First, the configuration will be described.

  The same components as those of the paper feeding device 5 according to the first embodiment are described using the same reference numerals as those of the paper feeding device 5 according to the first embodiment shown in FIGS. 1 to 13. In particular, only the differences will be described in detail.

  As illustrated in FIG. 14, the sheet material conveyance assisting unit 71 according to the present embodiment includes an arm 74 having one end connected to the gear 84 g, a bracket 75 connected to the other end of the arm 74, and one end of the bracket 75. A driving side holding roller 76 rotatably supported on the other end of the bracket 75, a driven side holding roller 77 rotatably supported on the other end of the bracket 75, and a holding belt suspended on the driving side holding roller 76 and the driven side holding roller 77. 78, a holding belt motor 79 composed of a stepping motor fixed to the casing of the image forming apparatus 1, a timing belt 80 suspended from the driving side holding roller 76 and the holding belt motor 79, the above-described moving motor 84, and And a gear 84g.
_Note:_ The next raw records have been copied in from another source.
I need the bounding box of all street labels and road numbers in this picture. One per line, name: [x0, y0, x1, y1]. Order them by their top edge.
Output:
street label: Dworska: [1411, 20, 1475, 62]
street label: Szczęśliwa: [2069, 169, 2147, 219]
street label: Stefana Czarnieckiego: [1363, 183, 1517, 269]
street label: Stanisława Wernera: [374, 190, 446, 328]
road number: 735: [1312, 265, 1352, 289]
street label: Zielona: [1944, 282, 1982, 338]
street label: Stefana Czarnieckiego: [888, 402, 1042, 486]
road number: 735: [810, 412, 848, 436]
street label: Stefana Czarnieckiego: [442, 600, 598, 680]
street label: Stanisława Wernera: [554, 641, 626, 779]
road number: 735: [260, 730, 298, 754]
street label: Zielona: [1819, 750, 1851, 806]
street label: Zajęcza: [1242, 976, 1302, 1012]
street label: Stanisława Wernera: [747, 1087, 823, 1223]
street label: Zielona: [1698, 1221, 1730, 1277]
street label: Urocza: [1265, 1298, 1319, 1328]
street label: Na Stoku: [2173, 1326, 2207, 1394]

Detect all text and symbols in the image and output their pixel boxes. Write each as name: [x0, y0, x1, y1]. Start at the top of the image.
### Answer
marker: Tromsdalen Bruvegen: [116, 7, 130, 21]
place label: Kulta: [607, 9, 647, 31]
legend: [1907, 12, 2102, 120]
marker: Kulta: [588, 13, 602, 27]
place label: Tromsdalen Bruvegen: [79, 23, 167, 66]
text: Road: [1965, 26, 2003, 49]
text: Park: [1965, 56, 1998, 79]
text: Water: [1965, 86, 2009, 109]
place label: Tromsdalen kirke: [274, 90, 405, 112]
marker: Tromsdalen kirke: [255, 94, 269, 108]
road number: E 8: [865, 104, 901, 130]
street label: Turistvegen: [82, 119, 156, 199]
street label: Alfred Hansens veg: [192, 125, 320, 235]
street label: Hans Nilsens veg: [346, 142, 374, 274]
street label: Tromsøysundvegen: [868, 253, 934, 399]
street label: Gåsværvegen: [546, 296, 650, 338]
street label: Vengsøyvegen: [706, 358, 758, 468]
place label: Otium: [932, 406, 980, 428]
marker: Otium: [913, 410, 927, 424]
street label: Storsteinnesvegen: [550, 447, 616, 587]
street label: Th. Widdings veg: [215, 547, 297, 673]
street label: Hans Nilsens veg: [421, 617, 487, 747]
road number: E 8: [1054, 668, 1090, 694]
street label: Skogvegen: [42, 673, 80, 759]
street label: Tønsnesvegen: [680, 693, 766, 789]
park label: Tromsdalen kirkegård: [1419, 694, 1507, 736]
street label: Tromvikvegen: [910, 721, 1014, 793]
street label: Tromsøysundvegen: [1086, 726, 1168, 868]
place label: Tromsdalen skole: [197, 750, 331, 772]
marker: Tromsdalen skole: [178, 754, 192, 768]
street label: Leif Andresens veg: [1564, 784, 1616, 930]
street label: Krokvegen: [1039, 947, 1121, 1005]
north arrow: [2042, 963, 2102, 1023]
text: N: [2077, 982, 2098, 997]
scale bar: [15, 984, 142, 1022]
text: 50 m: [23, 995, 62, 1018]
  The bracket 75 is connected to the rotating shaft of the driving side holding roller 76 and the rotating shaft of the driven side holding roller 77, and maintains a constant distance between the driving side holding roller 76 and the driven side holding roller 77. ing.

  Each of the driving side holding roller 76 and the driven side holding roller 77 is made of a resin mainly composed of polyacetal, and is supported so as to be rotatable about a rotation shaft. The driving side holding roller 76 and the driven side holding roller 77 are not limited to polyacetal, but polyamide (PA), polycarbonate (PC), polyphenyl ether (PPE), polybutylene terephthalate (PBT), or ultrahigh molecular weight polyethylene (UHPE). Engineering plastics such as) can be used. Further, depending on the usage environment of each roller, different resins may be used for each roller, or a plurality of materials may be used for one roller.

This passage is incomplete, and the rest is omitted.